In Hopac, binding the above alternative prints A and nothing else. In CML, the similar event would print both A and B. In other words, in the initial phase, Hopac evaluates alternatives lazily, while CML evaluates events eagerly. Hopac can therefore run more efficiently in cases where an alternative happens to be immediately available.

The above examples are contrived. In real programs, choices are made over communications between separate jobs that may run in parallel. This means that in many cases the initial lazy and deterministic evaluation of alternatives makes no difference except for performance. In cases where none of the alternatives is immediately available, the behavior of Hopac and CML is essentially the same. However, it is obviously possible to write programs that rely on either the Hopac style lazy and deterministic or the CML style eager and non-deterministic initial choice.

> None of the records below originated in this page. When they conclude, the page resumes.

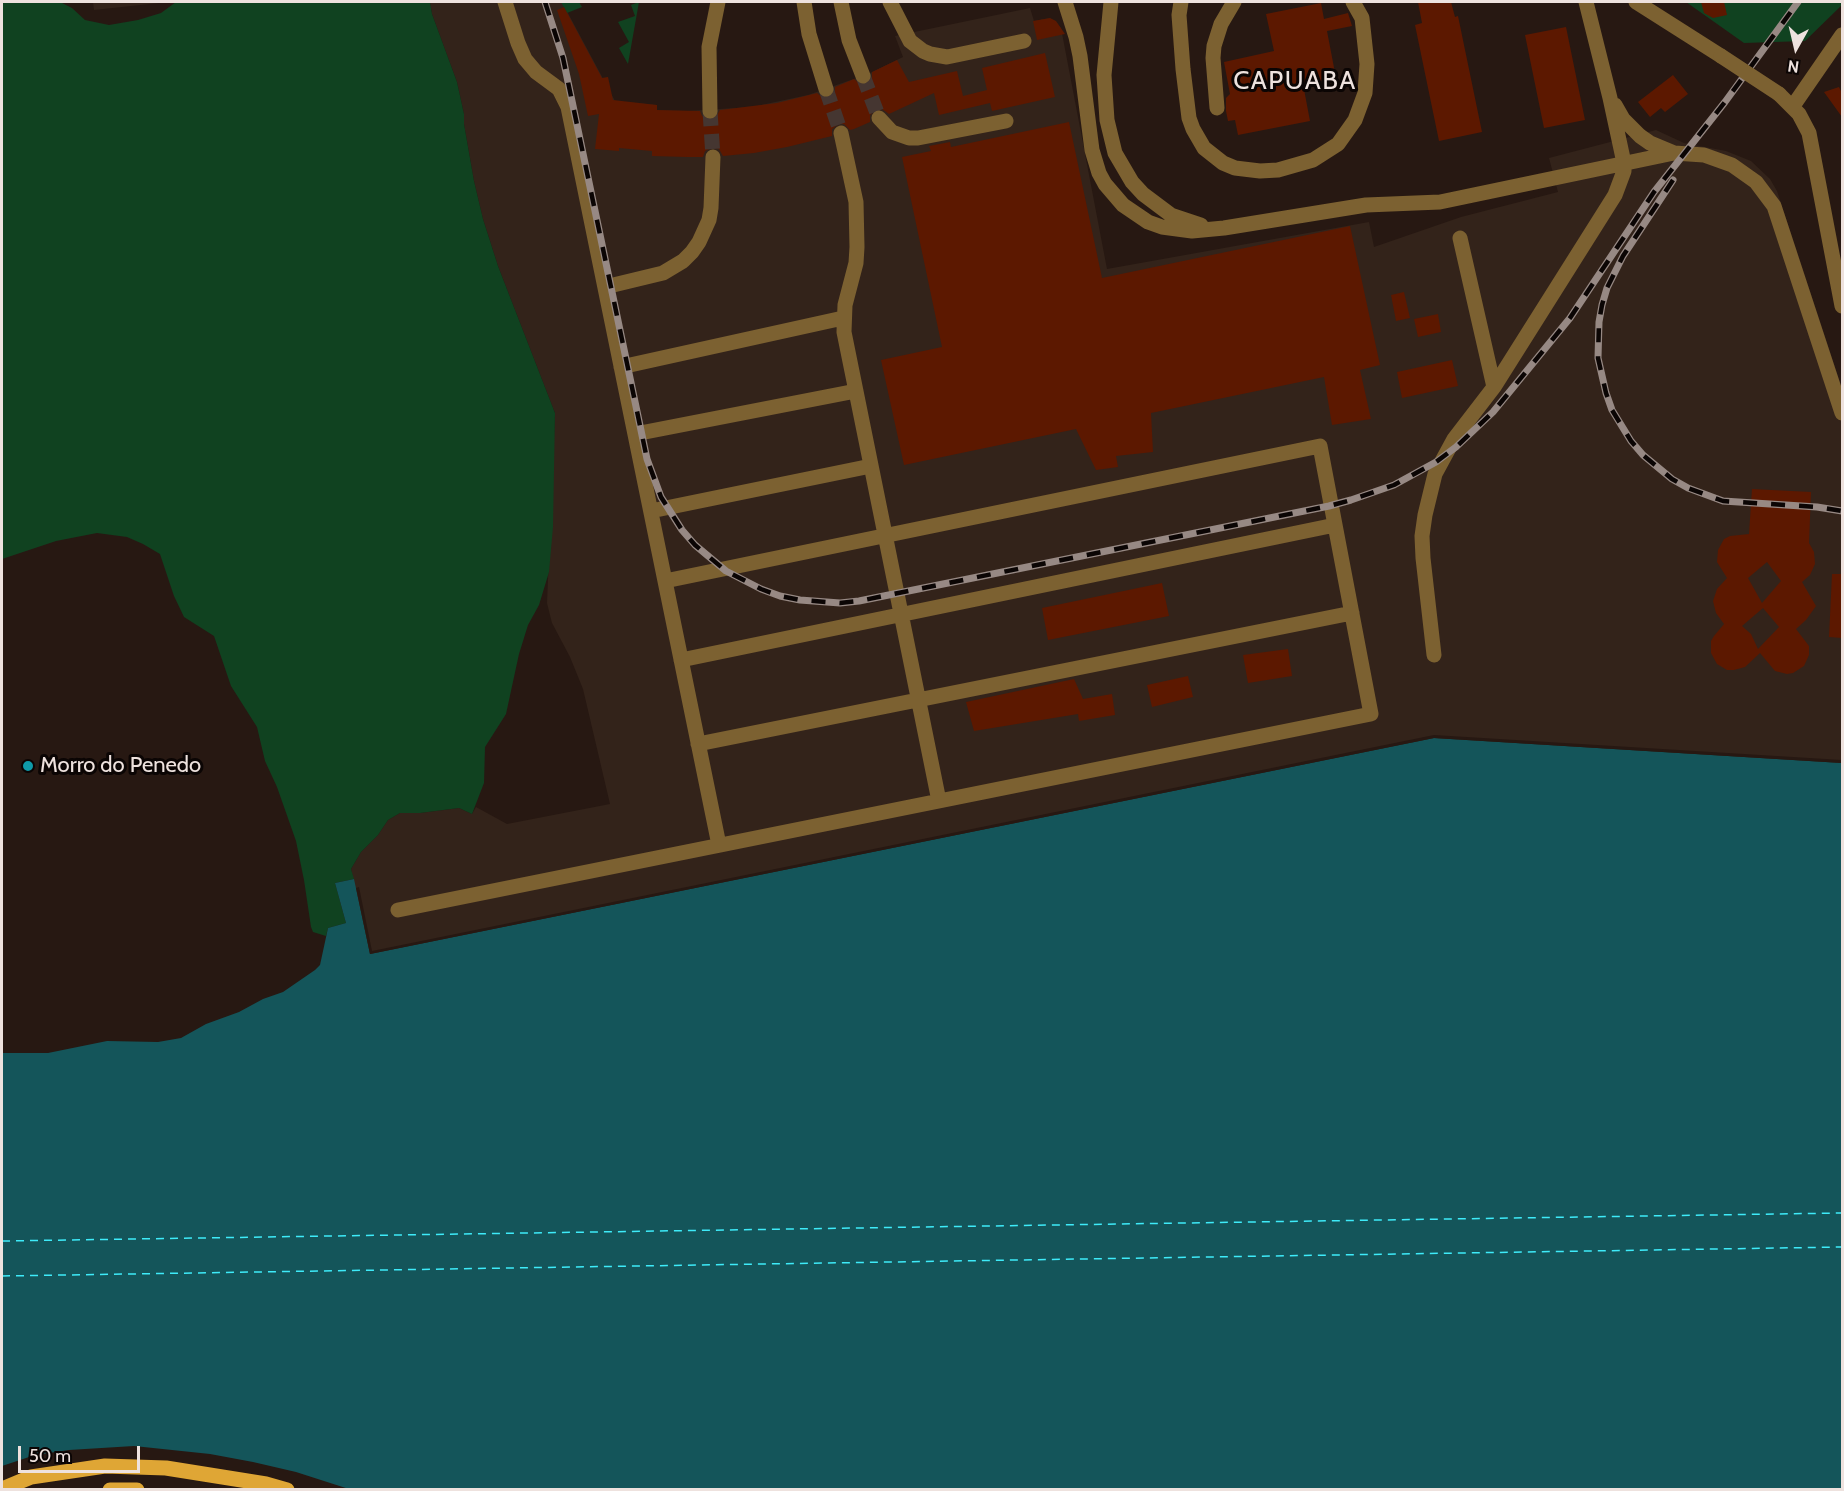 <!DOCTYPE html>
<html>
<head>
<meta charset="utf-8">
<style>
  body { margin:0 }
  #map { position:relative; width:1844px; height:1491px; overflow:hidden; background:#271812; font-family:Cabin,sans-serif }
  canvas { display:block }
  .frame { position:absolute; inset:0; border:3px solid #eee2de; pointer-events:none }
  .north { position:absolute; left:1766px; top:18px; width:60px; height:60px; -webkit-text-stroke:4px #0b0504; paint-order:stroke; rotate:188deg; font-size:16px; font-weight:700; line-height:24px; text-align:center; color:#eee2de }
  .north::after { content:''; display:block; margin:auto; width:21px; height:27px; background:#eee2de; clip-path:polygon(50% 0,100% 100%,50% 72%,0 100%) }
  .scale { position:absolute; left:18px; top:1446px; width:122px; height:27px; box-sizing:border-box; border:3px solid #eee2de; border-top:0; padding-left:8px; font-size:18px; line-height:21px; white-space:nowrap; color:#eee2de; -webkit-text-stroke:4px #0b0504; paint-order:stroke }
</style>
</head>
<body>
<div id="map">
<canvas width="1844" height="1491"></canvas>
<div class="frame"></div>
<div class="north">N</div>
<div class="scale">50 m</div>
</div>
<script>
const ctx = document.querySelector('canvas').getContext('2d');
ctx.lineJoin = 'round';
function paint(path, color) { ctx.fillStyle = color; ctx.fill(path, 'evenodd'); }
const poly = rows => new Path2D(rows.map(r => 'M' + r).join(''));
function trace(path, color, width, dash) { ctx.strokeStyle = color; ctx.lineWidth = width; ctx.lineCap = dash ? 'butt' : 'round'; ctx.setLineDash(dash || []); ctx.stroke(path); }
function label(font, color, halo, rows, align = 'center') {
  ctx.font = font + ' Cabin,sans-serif'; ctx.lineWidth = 6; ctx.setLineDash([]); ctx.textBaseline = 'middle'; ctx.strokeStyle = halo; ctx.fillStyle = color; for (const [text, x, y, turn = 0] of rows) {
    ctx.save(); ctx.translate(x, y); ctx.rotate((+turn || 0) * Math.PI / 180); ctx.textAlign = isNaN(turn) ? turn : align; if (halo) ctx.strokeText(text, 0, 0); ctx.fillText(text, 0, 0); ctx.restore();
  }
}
const industrial = poly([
  [88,2,159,2,159,3,94,10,93,2],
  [430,2,562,2,615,101,657,105,657,110,687,111,752,107,808,95,868,74,903,57,895,36,1030,8,1034,21,1050,18,1061,28,1107,269,1369,222,1374,247,1461,217,1558,192,1549,158,1656,130,1684,143,1726,151,1751,161,1770,179,1777,191,1842,388,1842,763,1434,738,370,954,351,869,361,852,378,835,388,820,400,813,420,813,459,808,472,814,476,807,507,824,610,804,583,689,570,657,552,623,547,603,555,413,498,266,483,219,474,181,464,124,464,114,457,82,432,14]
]);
const green = poly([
  [2,2,60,2,72,8,85,20,109,25,138,20,161,13,176,2,430,2,432,14,457,82,464,114,464,124,474,181,483,219,498,266,555,413,553,527,549,572,539,605,528,625,519,654,506,714,485,747,484,783,472,814,459,808,420,813,400,813,388,820,378,835,361,852,351,869,354,879,335,883,346,923,328,928,326,936,313,932,311,927,304,880,296,841,277,787,265,761,257,727,231,686,214,636,184,617,174,596,160,554,143,544,127,537,97,533,56,541,2,559],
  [561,2,579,2,582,7,567,13],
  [639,2,628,64,619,48,629,42,618,22,635,16,631,5],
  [1686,2,1842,2,1842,5,1805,41,1744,43]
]);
const water = poly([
  [1434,738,1842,763,1842,1489,352,1490,296,1472,253,1462,210,1454,134,1446,69,1450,35,1455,2,1466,2,1053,48,1053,107,1041,158,1042,181,1038,206,1024,239,1012,263,999,283,992,315,970,320,965,328,928,346,923,335,883,354,879,370,954]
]);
const pier = poly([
  [1434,735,1842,760,1842,763,1434,738,370,954,356,888,359,887,372,951]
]);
const ferry = poly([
  [2,1241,1842,1213],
  [2,1276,1842,1247]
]);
const building = poly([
  [1418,2,1451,2,1455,17,1458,16,1482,132,1439,141,1415,25,1422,23],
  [1701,2,1724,2,1727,15,1713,18,1704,13],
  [1321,3,1324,19,1348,13,1352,26,1327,31,1336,78,1303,84,1310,121,1238,135,1235,120,1228,121,1226,111,1226,98,1230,94,1224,62,1274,51,1266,14],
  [564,7,602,78,608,77,613,100,657,105,657,110,700,111,702,116,710,121,715,119,720,110,777,103,817,93,823,98,829,98,835,92,835,87,854,79,861,85,867,85,872,78,872,72,897,60,909,82,957,71,963,96,987,90,982,68,1045,53,1055,97,992,111,990,103,939,115,934,93,889,114,882,109,876,109,870,115,870,122,854,129,850,130,844,124,838,124,832,129,832,136,787,147,754,153,723,156,719,149,713,147,705,151,703,157,687,157,652,156,652,151,619,148,619,151,595,149,599,114,588,116,579,74,557,10],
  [1050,18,1056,21,1065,34,1037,40,1033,21],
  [1566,27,1585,120,1544,128,1525,35],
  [1673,75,1688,94,1665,112,1661,108,1650,117,1638,102],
  [1839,87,1842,93,1842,117,1824,92],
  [1069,122,1102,278,1350,226,1380,365,1360,370,1371,419,1332,425,1324,377,1151,413,1153,452,1116,456,1118,467,1096,470,1076,429,904,465,881,360,942,347,902,157,931,151,929,146,950,142,951,147],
  [1404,292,1410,318,1396,321,1391,295],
  [1438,314,1441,332,1418,337,1414,319],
  [1452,360,1458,386,1402,398,1397,372],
  [1752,489,1811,492,1809,543,1814,552,1815,564,1810,575,1802,582,1816,606,1806,620,1796,629,1809,646,1809,655,1804,666,1793,673,1787,674,1775,671,1760,653,1745,667,1734,670,1727,670,1717,664,1711,653,1711,641,1714,636,1724,624,1716,613,1713,601,1717,589,1727,578,1717,562,1718,550,1724,539,1730,536,1749,534],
  [1767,562,1781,581,1762,603,1748,578],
  [1763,608,1779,627,1758,649,1751,634,1742,626],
  [1832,574,1842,574,1842,638,1829,637],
  [1162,583,1169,616,1048,640,1042,608],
  [1288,649,1292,676,1248,683,1243,655],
  [1188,676,1193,697,1152,707,1147,685],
  [1074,679,1083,699,1112,694,1115,715,1079,721,1078,714,974,731,966,702]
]);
const minorTunnel = poly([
  [863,76,879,118],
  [826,89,841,133],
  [710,111,713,157]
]);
const minor = poly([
  [505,2,518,43,525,59,536,72,559,89,568,107,719,845],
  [804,2,809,34,826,89],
  [841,2,849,40,863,76],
  [890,2,910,41,923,51,930,54,947,57,1024,41],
  [1065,2,1076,37,1080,56,1092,150,1099,173,1105,184,1123,205,1148,222,1162,227,1192,231,1224,228,1366,205,1440,202,1674,153,1704,155,1732,165,1756,182,1774,206,1842,413],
  [1111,2,1104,75,1107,120,1115,153,1132,182,1143,194,1171,215,1201,225],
  [1181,2,1179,15,1183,69,1189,118,1193,129,1204,148,1223,163,1235,168,1260,171,1278,170,1313,160,1338,144,1355,120,1365,93,1367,64,1362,18,1353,2],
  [1636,2,1721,56],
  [1779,94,1799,114,1809,133,1842,306],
  [1615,105,1623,119,1640,136,1650,143,1674,153],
  [1793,106,1842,35],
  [1217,108,1213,58,1214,46,1221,24,1234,2],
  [710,111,709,47,718,2],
  [879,118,892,132,909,138,918,138,1006,121],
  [841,133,856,202,857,247,856,263,845,305,844,332,939,801],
  [1460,238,1494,387],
  [605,287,663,273,683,261,692,252,699,242,709,220,711,208,713,157],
  [621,367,843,318],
  [635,434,856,391],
  [651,511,871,466],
  [1434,655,1423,558,1422,536,1425,515,1435,474,1454,439,1494,387,1615,195,1624,171,1624,163,1610,98,1586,2],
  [681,660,1335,525],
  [698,744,1352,613],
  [398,910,1371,714,1320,446,665,581]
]);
const major = poly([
  [2,1489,31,1477,105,1466,166,1468,266,1484,287,1490],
  [110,1490,137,1490]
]);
const rail = poly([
  [545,2,563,58,647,459,661,497,682,530,695,545,726,571,761,589,780,596,800,600,840,603,859,601,1329,506,1351,500,1394,485,1436,462,1456,447,1493,412,1570,318,1654,192,1725,102,1798,2],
  [1673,180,1623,256,1607,288,1602,305,1599,322,1598,358,1606,393,1612,410,1631,441,1643,455,1672,479,1688,488,1723,501,1817,507,1842,511]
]);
const minorBridge = poly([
  [1721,56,1779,94]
]);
const markers = [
  [28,766,6,"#0f9aa8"]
];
const poiNames = [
  ["Morro do Penedo",40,766]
];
const quarterNames = [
  ["CAPUABA",1295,81]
];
paint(industrial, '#33231a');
paint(green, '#104220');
paint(water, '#14555a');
paint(pier, '#271812');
trace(ferry, '#3eebf9', 1.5, [8, 6]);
paint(building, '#5c1800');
trace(minorTunnel, '#453631', 15, [15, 8]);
trace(minor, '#7c6131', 15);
trace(major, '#dfa635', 15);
trace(rail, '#978984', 7);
trace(rail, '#0b0504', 4.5, [14]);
trace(minorBridge, '#7c6131', 15);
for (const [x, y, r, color] of markers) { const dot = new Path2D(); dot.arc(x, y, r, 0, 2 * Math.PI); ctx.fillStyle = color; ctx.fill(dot); trace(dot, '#0b0504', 2); }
label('22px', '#eee2de', '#0b0504', poiNames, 'left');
ctx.letterSpacing = '1.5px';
label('26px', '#eee2de', '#0b0504', quarterNames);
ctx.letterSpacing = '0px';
</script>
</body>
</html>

Channels, Mailboxes, IVars, MVars, ...

In this document we have mostly used channels in our examples. The Hopac library, like CML, also directly provides other communication primitives such as Mailbox*, IVar*, MVar* and Lock*. These other primitives are optimized for the particular communication patterns they support, but most of them could be implemented using only jobs and channels as shown in the book Concurrent Programming in ML, for example. When programming with Hopac, it, of course, makes sense to use the optimized primitives where possible. So, for example, rather than allocating a channel and starting a job for a one-shot communication, it makes sense to use an IVar*, which implements the desired semantics more efficiently. On the other hand, it is reassuring that these optimized primitives, and many others, can be implemented using only jobs and channels. This means that there is no need for the Hopac library to be continuously extended with new communication primitives.

Going Further

For learning more about Concurrent ML style programming, I highly recommend John Reppy's book Concurrent Programming in ML.